[Dataset entries]
-.-.-

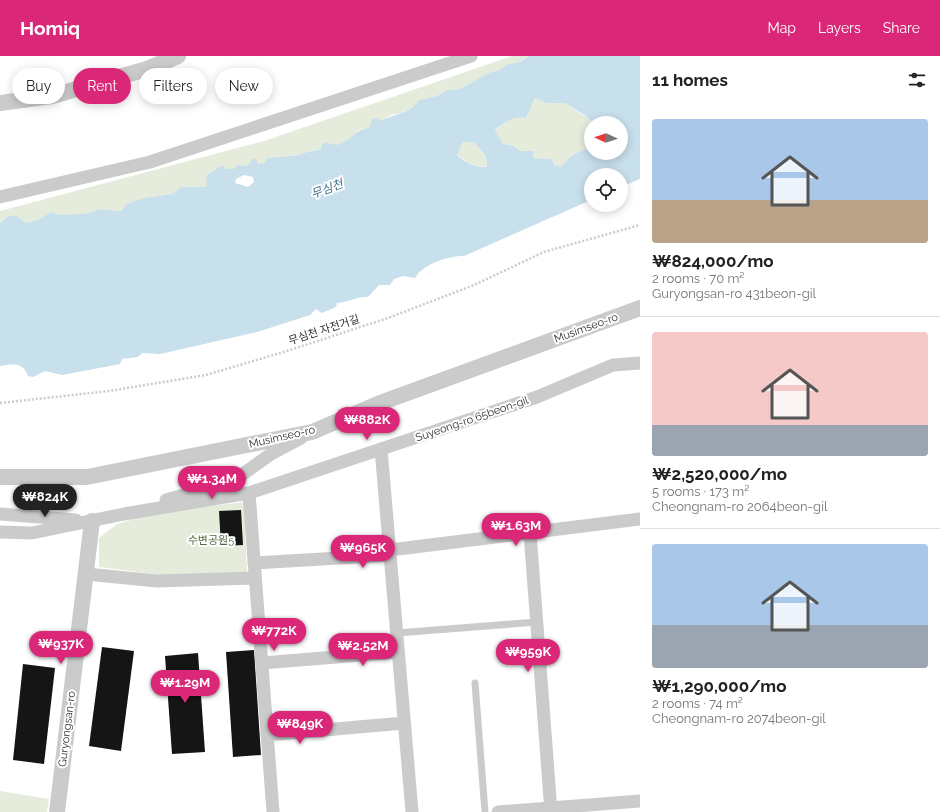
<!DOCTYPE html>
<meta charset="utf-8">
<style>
:root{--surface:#fff;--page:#f6f6f6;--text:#222;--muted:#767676;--line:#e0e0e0;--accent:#db2777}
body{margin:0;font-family:Raleway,"Noto Sans KR",sans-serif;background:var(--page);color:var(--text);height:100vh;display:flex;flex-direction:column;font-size:15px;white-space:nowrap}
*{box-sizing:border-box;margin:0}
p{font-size:13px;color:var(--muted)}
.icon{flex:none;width:22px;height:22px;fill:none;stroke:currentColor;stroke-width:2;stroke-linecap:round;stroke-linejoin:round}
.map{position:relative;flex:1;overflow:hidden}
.side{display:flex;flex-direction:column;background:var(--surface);width:300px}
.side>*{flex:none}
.banner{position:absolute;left:12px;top:12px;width:380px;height:36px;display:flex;gap:8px}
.needle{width:26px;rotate:274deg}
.buttons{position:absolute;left:584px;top:60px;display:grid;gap:8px}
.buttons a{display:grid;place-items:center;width:44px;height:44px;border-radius:50%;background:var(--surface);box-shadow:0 2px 10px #0003;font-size:20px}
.price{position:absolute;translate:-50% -34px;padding:0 9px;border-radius:14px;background:var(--accent);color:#fff;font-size:13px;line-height:26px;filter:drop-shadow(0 1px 2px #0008)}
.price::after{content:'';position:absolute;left:50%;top:24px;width:12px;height:9px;margin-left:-6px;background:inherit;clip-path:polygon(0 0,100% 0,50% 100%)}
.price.on{background:#222;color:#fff}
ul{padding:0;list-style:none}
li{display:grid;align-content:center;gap:8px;height:212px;padding:0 12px}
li+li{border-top:1px solid var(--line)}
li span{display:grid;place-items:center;height:124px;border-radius:4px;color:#555}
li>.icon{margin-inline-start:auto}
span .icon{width:72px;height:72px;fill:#fffc;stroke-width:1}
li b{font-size:17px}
h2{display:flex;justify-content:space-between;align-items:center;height:48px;padding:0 12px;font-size:17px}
.tag{padding:0 14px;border-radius:18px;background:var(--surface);box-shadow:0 2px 10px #0003;font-size:14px;line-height:36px}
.tag.on{background:var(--accent);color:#fff}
header{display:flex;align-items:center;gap:24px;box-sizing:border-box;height:56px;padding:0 20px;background:var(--accent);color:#fff}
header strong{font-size:19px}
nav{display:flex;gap:22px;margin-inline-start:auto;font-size:14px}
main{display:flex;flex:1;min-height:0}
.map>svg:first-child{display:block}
</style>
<header>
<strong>Homiq</strong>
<nav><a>Map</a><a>Layers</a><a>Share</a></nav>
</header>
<main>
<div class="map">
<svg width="640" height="756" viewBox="0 0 640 756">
<rect width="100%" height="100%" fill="#fff"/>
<!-- green -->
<g fill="#e5ecdc">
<path d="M 512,0 L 529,0 L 520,6 L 508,8 L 500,14 L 488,17 L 460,33 L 447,34 L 437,40 L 419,44 L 416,50 L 401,57 L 391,59 L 371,71 L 359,74 L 344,87 L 303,97 L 300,99 L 267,102 L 265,106 L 257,108 L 252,103 L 249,108 L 244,110 L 238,109 L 233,113 L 226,114 L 223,109 L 206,131 L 181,131 L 172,138 L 144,142 L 128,148 L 121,155 L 98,153 L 90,157 L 60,159 L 51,156 L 38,164 L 26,167 L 17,160 L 9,160 L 0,167 L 0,155 L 264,85 Z"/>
<path d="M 535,42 L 546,47 L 565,47 L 594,66 L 591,67 L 590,91 L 571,100 L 561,112 L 554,109 L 552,103 L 533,102 L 533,95 L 520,95 L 514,90 L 503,88 L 495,75 C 504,66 514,60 526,62 Z"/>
<path d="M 463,86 L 474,86 L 486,100 L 487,111 C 474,110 466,107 457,98 Z"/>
<path d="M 244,446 L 247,516 L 162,519 L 99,511 L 99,482 L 117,468 L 155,457 Z"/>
<path d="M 0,735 L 49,743 L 47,756 L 0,756 Z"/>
</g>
<!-- water -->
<path fill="#c8dfec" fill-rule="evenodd" d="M 529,0 L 640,0 L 640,123 L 621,131 L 621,119 L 591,119 L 591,144 L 464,200 C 448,200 423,208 415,222 L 403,220 L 394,223 L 390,229 L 379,229 L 368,241 C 357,240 349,246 337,247 L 336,251 L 322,257 L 316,253 L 310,259 L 257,276 L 160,298 L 142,297 L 138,301 L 122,303 L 120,308 L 62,319 L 45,315 L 33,321 L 28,320 C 23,306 13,308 0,310 L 0,167 L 9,160 L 17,160 L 26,167 L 38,164 L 51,156 L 60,159 L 90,157 L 98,153 L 121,155 L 127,148 L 144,142 L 172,138 L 181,131 L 206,131 L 207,119 L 223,109 L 226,113 L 233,113 L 238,109 L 244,110 L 249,108 L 252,103 L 256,103 L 258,108 L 265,106 L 267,102 L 300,99 L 303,97 L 321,93 L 321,89 L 326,86 C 343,95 349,79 361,74 C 364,73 367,72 370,71 L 372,63 L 378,62 L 381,65 C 393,58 412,57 419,44 L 437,40 L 447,34 L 460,33 L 488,17 L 500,14 L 508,8 L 520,6 ZM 535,42 L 546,47 L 565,47 L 583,58 L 594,67 L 621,67 L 621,97 L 591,97 L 591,86 L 590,91 L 571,100 L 561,111 L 554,109 L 552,103 L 533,102 L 533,95 L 520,95 L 514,90 L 503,88 L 495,74 C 504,66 514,60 526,62 ZM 463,86 L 474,86 L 486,100 L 487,111 C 474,111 466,107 457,99 ZM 244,119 L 253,121 L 254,126 L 248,131 L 235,127 L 236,123 Z"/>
<!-- building -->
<g fill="#151515">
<path d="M 241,454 L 243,489 L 221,490 L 219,455 Z"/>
<path d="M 102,591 L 134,595 L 121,695 L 89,690 Z"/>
<path d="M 254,594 L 261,699 L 233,701 L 226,596 Z"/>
<path d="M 198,597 L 205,696 L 172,698 L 165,600 Z"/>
<path d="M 23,608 L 55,612 L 44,708 L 13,704 Z"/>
</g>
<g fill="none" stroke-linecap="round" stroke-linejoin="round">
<!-- path -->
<path stroke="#cbcbcb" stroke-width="2.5" stroke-dasharray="2 2" stroke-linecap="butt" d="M 0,347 L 109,335 L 206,319 L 287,295 L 388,262 L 474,229 L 544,196 L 640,169"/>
<!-- service -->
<g stroke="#cbcbcb" stroke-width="7">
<path d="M 397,577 L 537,566"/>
<path d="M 475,627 L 485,756"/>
</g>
<!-- minor -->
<g stroke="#cbcbcb" stroke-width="13">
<path d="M 0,141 L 150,106 L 471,0"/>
<path d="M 381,393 L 412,756"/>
<path d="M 249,437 L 273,756"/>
<path d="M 166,444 L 233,425 L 271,398 L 301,382"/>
<path d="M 0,458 L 76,464"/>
<path d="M 0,476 L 32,477 L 124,458 L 249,437 L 537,341 L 613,309 L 640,307"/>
<path d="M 530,477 L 551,756"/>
<path d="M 390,494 L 640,463"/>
<path d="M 254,507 L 390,499"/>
<path d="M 86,518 L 157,525 L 255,522"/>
<path d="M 262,607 L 398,596"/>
<path d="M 267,679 L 404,667"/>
<path d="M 498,756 L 640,745"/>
</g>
<!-- tertiary -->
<g stroke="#cbcbcb" stroke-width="16">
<path d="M 0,47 L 52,40 L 147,13 L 178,0"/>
<path d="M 0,421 L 87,421 L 312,376 L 380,347 L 640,252"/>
<path d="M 57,756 L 92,465"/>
</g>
</g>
<g text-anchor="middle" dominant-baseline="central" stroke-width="4" stroke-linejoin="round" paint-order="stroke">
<!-- street labels -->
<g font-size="11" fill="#2e2e2e" stroke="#fff">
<text transform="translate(586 272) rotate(-20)">Musimseo-ro</text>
<text transform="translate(324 274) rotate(-18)">무심천 자전거길</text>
<text transform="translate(472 363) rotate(-19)">Suyeong-ro 65beon-gil</text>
<text transform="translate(282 381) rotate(-13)">Musimseo-ro</text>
<text transform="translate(67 673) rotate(-83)">Guryongsan-ro</text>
</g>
<!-- park labels -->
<g font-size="11" fill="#536a3c" stroke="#fff">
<text x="211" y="484">수변공원5</text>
</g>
<!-- water labels -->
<g font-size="12" font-style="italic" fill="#3d7390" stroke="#fff">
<text transform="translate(327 133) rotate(-20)">무심천</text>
</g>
</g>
</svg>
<div class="buttons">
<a><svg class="needle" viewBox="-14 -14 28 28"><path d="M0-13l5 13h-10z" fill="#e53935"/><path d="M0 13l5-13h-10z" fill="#767676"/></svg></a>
<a><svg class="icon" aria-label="locate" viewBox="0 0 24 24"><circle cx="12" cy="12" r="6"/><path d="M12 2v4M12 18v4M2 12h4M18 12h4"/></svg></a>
</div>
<b class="price" style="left:367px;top:385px">₩882K</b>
<b class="price" style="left:212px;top:444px">₩1.34M</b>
<b class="price on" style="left:45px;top:462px">₩824K</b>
<b class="price" style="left:516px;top:491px">₩1.63M</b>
<b class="price" style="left:363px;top:513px">₩965K</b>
<b class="price" style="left:274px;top:596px">₩772K</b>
<b class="price" style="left:61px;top:609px">₩937K</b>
<b class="price" style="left:363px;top:611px">₩2.52M</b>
<b class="price" style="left:528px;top:617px">₩959K</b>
<b class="price" style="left:185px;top:648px">₩1.29M</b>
<b class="price" style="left:300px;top:689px">₩849K</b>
<div class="banner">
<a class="tag">Buy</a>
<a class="tag on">Rent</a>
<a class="tag">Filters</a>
<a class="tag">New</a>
</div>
</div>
<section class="side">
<h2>11 homes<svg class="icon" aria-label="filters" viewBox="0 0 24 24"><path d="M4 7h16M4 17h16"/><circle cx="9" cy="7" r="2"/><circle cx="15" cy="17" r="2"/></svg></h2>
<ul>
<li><span style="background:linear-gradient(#a9c7e8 65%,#b9a48a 0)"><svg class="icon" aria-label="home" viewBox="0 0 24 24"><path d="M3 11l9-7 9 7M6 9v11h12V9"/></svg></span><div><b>₩824,000/mo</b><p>2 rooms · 70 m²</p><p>Guryongsan-ro 431beon-gil</p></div></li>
<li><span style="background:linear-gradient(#f6c9c9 75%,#9aa5b1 0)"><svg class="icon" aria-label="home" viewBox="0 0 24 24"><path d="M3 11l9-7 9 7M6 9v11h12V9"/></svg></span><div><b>₩2,520,000/mo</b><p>5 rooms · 173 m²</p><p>Cheongnam-ro 2064beon-gil</p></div></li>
<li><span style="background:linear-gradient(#a9c7e8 65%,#9aa5b1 0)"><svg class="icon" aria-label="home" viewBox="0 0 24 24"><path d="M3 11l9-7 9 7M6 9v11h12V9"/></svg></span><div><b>₩1,290,000/mo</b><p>2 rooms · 74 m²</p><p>Cheongnam-ro 2074beon-gil</p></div></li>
</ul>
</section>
</main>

-.-.-

Lines in the records that hold the word "direction" are to be counted; give only the total.

2